To: Lukasz
"That is a lie, there was not any concentration camps in Poland. I know that many POW died because of hunger nut also many escaped to Eastern Prussia and probably they never came back. Well, they could chose some richer country to spread communism in."
Lukasz--where the Soviet Russian POW's were kept then ? In Private Polish homes ? In Pilsudski headquarters ? There surely were POW camps and quite a number of Russian Red Army soldiers died there during epidemy. So let's not rewrite history. Certainly, Soviet Russian POW's were representatives of an agressive power who wanted to spread Bolshevism in Poland and E. Europe, so its wrong to equate their fate with the fate of the victims of communism. Nevertheless, it does not mean that we should not have any respect to the war dead even if they fought for completely wrong cause.
36 posted on
07/15/2005 9:59:13 AM PDT by
sergey1973
(Russian American Political Blogger, Arm Chair Strategist)
To: sergey1973
Lukasz--where the Soviet Russian POW's were kept then ?
They were kept in camps but not in concentration camps. Lukasz--where the Soviet Russian POW's were kept then ?
They were kept in camps but not in concentration camps.

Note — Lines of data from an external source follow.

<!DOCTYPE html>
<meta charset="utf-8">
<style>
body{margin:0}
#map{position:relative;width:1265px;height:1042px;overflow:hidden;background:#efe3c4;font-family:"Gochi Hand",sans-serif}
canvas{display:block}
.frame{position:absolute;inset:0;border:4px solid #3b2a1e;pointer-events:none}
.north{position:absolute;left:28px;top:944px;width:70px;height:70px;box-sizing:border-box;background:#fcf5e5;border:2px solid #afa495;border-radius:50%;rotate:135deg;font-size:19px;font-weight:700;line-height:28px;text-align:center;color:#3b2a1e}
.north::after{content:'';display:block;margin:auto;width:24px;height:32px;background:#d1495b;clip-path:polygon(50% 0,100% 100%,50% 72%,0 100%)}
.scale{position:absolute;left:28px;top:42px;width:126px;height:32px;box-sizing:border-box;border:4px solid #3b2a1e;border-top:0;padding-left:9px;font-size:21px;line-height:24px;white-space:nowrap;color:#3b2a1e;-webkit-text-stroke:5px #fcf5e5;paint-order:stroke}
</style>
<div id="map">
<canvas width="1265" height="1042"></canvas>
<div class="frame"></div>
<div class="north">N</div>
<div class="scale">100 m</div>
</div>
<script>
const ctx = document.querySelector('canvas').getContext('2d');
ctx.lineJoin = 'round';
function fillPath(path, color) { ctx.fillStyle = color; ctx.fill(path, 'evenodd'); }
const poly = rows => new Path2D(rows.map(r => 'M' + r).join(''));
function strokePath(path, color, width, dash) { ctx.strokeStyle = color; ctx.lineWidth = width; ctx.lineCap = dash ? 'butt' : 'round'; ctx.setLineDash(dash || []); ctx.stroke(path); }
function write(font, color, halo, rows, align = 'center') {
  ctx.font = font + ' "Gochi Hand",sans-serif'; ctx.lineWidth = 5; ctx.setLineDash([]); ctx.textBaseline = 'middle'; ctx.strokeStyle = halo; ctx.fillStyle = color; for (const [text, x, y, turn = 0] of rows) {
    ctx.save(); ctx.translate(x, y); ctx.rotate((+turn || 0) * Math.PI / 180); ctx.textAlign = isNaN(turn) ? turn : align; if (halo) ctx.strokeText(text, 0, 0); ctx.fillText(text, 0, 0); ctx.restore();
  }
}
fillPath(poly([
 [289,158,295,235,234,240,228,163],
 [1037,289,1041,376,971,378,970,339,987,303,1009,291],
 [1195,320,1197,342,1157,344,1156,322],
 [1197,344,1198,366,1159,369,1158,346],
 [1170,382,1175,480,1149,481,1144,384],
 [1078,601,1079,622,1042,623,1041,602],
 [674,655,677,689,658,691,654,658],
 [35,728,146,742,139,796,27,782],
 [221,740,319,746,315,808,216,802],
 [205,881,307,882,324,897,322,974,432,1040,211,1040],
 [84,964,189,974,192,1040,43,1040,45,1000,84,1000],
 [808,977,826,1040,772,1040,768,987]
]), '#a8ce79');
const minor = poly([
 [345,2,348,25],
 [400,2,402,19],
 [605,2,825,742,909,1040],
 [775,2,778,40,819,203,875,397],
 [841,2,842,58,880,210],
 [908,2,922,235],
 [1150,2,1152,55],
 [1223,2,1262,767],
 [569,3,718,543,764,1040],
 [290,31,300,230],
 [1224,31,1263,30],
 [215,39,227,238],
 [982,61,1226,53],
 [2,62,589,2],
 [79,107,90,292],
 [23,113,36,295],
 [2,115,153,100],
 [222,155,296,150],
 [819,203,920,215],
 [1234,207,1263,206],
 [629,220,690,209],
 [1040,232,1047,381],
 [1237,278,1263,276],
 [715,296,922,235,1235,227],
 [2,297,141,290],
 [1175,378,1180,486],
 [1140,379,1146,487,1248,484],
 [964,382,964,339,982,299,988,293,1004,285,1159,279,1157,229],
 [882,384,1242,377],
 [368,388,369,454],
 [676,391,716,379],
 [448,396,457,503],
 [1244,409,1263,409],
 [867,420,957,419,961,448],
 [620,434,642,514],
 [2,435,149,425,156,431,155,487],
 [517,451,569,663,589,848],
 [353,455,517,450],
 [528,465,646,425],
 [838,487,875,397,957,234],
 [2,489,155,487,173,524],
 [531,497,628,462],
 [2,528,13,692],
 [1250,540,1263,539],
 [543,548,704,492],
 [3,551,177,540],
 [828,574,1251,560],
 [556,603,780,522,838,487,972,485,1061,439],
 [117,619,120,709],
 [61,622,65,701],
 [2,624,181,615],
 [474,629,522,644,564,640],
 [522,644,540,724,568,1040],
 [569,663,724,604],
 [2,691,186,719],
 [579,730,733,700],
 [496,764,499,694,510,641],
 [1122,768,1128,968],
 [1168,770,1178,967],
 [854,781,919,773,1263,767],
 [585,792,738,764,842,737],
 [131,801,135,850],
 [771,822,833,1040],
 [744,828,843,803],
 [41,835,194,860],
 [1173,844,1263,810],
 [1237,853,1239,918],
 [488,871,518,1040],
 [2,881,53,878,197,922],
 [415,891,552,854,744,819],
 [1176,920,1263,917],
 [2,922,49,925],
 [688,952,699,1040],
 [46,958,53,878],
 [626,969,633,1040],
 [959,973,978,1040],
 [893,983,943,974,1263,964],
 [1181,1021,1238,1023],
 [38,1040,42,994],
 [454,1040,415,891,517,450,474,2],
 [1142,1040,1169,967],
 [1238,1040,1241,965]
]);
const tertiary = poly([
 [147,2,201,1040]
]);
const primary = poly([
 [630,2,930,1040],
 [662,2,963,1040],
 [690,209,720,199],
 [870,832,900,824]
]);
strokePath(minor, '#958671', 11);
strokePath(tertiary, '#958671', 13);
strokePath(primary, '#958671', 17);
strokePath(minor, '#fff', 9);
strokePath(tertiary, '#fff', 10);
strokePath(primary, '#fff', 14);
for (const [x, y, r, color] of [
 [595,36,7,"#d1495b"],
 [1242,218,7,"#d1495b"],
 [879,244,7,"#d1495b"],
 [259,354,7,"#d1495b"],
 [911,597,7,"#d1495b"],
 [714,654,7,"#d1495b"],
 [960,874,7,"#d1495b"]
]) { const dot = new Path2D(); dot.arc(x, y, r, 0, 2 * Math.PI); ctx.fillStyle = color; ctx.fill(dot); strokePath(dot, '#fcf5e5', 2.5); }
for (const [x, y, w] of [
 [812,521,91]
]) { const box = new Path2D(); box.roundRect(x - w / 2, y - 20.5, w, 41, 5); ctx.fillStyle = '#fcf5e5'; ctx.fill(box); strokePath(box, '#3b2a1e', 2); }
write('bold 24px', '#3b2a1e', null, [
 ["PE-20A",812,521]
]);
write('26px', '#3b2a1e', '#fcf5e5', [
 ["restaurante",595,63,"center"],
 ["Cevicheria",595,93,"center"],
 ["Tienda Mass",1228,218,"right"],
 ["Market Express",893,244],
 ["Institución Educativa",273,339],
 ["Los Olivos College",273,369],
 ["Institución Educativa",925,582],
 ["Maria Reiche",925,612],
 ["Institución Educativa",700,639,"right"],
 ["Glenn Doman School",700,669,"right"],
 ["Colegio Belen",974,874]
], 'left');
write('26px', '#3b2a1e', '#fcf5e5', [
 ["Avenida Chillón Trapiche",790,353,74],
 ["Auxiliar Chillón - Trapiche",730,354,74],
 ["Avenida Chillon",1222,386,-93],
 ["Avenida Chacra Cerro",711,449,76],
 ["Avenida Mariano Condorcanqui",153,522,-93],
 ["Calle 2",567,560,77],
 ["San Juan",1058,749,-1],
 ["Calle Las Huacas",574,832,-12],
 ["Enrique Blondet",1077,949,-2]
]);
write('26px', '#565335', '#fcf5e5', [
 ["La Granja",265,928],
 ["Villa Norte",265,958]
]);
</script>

Maybe Pilsudski should offer them better conditions, but lets not forget that Poland regained independence in 1918 and since that time we have only war. Poland was poor and probably because of that they decided to fed first Poles and then invaders army.
38 posted on
07/15/2005 10:07:41 AM PDT by
Lukasz
To: sergey1973
Lukasz--where the Soviet Russian POW's were kept then ? In Private Polish homes ?
In my father's village near Lomza there was one Russian ex-POW for that example. From what he said it was not uncommon at that time. This man escaped from Red Army and made his living feeding pigs of local people.